Overseeding is one of the most important lawn care tasks, yet few homeowners ever do it. So, you ask, if I fertilize my lawn properly, why do I need to add new seed, especially if my grass looks pretty good right now? The answer is grass is not immortal. After five or six years, grass plants will slow down their reproduction rates; they get tired just like we do as we age. Thin grass invites weeds.
Overseeding compensates for that natural slow down of the turf’s reproduction. There are two major benefits to overseeding every five or six years. First, you insure your lawn stays thick and dense, or if it has thinned, you will make it thick again. Thick grass has few if any weeds if it is mowed over 2 inches tall.
The second benefit is disease resistance. The new varieties of seed you sow this year will have better disease resistance than those varieties already in your lawn.

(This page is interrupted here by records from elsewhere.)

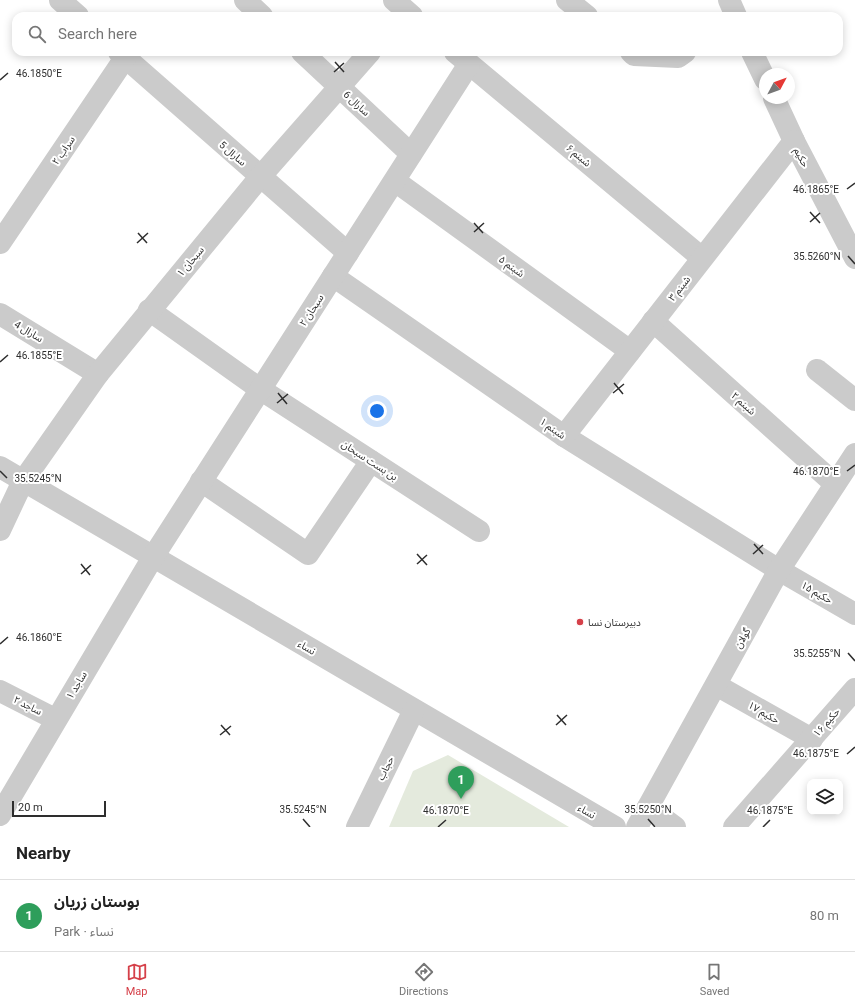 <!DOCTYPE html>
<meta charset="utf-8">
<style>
body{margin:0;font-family:Roboto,"Noto Sans Arabic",sans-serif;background:#f6f6f6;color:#222}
.controls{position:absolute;right:12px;bottom:12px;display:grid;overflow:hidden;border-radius:8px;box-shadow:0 2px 10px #0003}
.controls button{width:36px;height:36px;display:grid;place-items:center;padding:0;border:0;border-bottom:1px solid #e0e0e0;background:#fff;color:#222;font:20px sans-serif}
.compass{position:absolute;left:759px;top:68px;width:36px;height:36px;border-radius:50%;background:#fff;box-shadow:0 2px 10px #0003;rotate:49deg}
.scale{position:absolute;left:12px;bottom:10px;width:94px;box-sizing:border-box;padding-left:4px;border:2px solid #2e2e2e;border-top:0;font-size:11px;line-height:14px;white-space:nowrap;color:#2e2e2e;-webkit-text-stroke:3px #fff;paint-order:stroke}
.you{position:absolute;left:377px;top:411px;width:14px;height:14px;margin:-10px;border:3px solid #fff;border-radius:50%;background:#1a73e8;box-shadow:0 0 0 6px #1a73e833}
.badge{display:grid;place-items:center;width:26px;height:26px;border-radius:50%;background:#d54049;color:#fff;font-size:13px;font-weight:700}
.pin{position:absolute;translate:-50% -33px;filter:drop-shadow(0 1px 2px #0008)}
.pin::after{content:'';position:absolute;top:21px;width:14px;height:12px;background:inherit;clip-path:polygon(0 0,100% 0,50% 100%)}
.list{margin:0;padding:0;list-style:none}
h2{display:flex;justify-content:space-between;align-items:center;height:52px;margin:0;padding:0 16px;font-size:17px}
h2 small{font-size:13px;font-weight:400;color:#767676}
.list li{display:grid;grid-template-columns:26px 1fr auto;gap:12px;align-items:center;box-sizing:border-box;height:72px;padding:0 16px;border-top:1px solid #e0e0e0}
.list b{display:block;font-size:15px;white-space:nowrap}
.list p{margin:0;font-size:13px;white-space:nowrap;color:#767676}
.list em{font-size:13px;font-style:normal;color:#767676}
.icon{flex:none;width:22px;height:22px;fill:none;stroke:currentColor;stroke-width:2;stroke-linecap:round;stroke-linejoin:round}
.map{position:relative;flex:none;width:855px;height:827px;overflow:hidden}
.search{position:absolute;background:#fff;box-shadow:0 2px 10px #0003;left:12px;right:12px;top:12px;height:44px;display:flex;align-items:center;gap:10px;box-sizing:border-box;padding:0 14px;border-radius:12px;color:#767676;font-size:15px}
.sheet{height:124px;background:#fff}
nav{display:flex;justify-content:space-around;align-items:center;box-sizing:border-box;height:56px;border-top:1px solid #e0e0e0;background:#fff;font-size:11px;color:#767676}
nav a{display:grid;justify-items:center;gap:2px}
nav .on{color:#d54049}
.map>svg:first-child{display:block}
.green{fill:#e4eadd}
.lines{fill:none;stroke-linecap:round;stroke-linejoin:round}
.minor{stroke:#cbcbcb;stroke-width:22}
.ticks{fill:none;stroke:#2e2e2e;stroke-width:1.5}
.poi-dot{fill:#d54049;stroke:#fff;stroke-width:1.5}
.labels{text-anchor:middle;stroke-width:4;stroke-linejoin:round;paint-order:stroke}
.street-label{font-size:10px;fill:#2e2e2e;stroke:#fff}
.poi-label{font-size:10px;fill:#2e2e2e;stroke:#fff;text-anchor:start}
.ticks-label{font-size:10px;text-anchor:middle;fill:#2e2e2e;stroke:#fff;stroke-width:4;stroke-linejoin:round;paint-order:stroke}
</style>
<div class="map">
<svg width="855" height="827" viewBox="0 0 855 827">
<rect width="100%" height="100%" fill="#fff"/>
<!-- green -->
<polygon class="green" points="448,755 569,827 389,827 413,771"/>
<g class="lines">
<!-- minor -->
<g class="minor">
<polyline points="60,0 78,16"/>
<polyline points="245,0 262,16"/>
<polyline points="394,0 412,16"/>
<polyline points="567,0 587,16"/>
<polyline points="729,0 736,16"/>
<polyline points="119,52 348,253"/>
<polyline points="302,52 411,154"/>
<polyline points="455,52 702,258"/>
<polyline points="631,52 634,55 678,57 685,52"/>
<polyline points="752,52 765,79"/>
<polyline points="774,98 794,141 855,258"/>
<polyline points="395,181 630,351"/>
<polyline points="0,243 125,58"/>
<polyline points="333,276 564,436 779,570 855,614"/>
<polyline points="149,310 260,389 479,531"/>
<polyline points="0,314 98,374"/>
<polyline points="653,321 835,484"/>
<polyline points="817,370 855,400"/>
<polyline points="564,436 794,141"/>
<polyline points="0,467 615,827"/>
<polyline points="201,481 308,554 371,461"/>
<polyline points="0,530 23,481 98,374 260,177 370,52"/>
<polyline points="716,685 812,739"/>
<polyline points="0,691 55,719"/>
<polyline points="648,807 675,827"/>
<polyline points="0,815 153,557 469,64"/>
<polyline points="357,827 414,710"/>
<polyline points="637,827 779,570 855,454"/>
<polyline points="734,827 855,689"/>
</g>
</g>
<!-- ticks -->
<path class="ticks" d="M 335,62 L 344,72M 334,72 L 344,63M 0,80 L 8,73M 847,189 L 855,183M 810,212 L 820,223M 810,222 L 820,213M 474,223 L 483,233M 474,232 L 484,223M 138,233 L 147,243M 137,243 L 148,233M 848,256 L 855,264M 0,362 L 8,355M 614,383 L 623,394M 278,393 L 287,404M 613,393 L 624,384M 277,403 L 288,394M 0,471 L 7,478M 847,471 L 855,465M 754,544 L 763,554M 417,554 L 427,565M 753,554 L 763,545M 81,564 L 90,575M 417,564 L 427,555M 81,574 L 91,565M 0,644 L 8,637M 848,653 L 855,661M 557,715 L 566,725M 221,725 L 230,735M 556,725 L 567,715M 220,735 L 231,726M 847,754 L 855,747M 303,819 L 310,827M 648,819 L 655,827M 438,827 L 446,820M 763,827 L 770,820"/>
<!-- markers -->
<circle class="poi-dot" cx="580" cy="622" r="4"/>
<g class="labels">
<!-- street labels -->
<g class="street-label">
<text transform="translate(357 103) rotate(43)" y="4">سارال 6</text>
<text transform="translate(63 150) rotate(-56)" y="4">سراب ۲</text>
<text transform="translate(233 153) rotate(41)" y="4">سارال 5</text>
<text transform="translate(579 155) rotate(40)" y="4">شبنم ۶</text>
<text transform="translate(802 157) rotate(62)" y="4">حکیم</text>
<text transform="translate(190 261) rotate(-50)" y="4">سبحان ۱</text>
<text transform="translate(512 266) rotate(36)" y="4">شبنم ۵</text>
<text transform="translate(679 288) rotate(-52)" y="4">شبنم ۳</text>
<text transform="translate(311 310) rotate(-57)" y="4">سبحان ۲</text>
<text transform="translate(29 331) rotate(31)" y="4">سارال 4</text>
<text transform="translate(744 403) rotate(42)" y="4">شبنم ۲</text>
<text transform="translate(553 428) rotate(35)" y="4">شبنم ۱</text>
<text transform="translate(370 460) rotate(33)" y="4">بن بست سبحان</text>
<text transform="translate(817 592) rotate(30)" y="4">حکیم ۱۵</text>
<text transform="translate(742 638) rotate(-61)" y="4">گولان</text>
<text transform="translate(307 647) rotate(30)" y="4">نساء</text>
<text transform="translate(76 685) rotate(-59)" y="4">ساجد ۱</text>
<text transform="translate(28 705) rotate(27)" y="4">ساجد ۲</text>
<text transform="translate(764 712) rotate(30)" y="4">حکیم ۱۷</text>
<text transform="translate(826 722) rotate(-49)" y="4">حکیم ۱۶</text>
<text transform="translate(385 768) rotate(-64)" y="4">حجاب</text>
<text transform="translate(587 811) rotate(30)" y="4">نساء</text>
</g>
<!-- poi labels -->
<g class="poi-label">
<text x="588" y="626">دبیرستان نسا</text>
</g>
</g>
<g class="ticks-label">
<text x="39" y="77">46.1850°E</text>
<text x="816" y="193">46.1865°E</text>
<text x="817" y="260">35.5260°N</text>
<text x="39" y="359">46.1855°E</text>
<text x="816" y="475">46.1870°E</text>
<text x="38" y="482">35.5245°N</text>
<text x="39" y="641">46.1860°E</text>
<text x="817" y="657">35.5255°N</text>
<text x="816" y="757">46.1875°E</text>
<text x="303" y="813">35.5245°N</text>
<text x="648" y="813">35.5250°N</text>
<text x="446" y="814">46.1870°E</text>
<text x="770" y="814">46.1875°E</text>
</g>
</svg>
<div class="controls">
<button><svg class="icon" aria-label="layers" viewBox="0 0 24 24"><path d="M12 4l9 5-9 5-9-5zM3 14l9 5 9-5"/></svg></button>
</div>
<svg class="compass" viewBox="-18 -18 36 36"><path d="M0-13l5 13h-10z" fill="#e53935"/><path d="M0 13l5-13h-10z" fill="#767676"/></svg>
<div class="scale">20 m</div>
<div class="you"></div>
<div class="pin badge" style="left:461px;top:799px;background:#2e9e5b">1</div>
<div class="search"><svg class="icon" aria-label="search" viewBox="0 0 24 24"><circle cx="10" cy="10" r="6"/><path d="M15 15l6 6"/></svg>Search here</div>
</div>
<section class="sheet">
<h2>Nearby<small></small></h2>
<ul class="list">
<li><span class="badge" style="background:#2e9e5b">1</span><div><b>بوستان زریان</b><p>Park · نساء</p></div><em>80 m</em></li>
</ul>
</section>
<nav>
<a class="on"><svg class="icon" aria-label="map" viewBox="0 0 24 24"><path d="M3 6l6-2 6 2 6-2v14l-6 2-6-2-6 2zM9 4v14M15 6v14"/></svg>Map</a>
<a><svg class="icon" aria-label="directions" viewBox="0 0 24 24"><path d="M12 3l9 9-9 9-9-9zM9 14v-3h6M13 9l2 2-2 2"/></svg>Directions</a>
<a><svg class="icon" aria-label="saved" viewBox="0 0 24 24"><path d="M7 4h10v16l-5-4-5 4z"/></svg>Saved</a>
</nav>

Your goal is to have a lawn that is as dense as brand new quality sod. Go to the garden center selling sod and try to spread the grass blades to see if you can see any soil. Usually, the grass is so thick you cannot see soil of brand new sod. Now go outside and check your own turf to see if by spreading the grass blades you can see any soil. It is likely the soil will be readily visible. That means your lawn needs to be overseeded.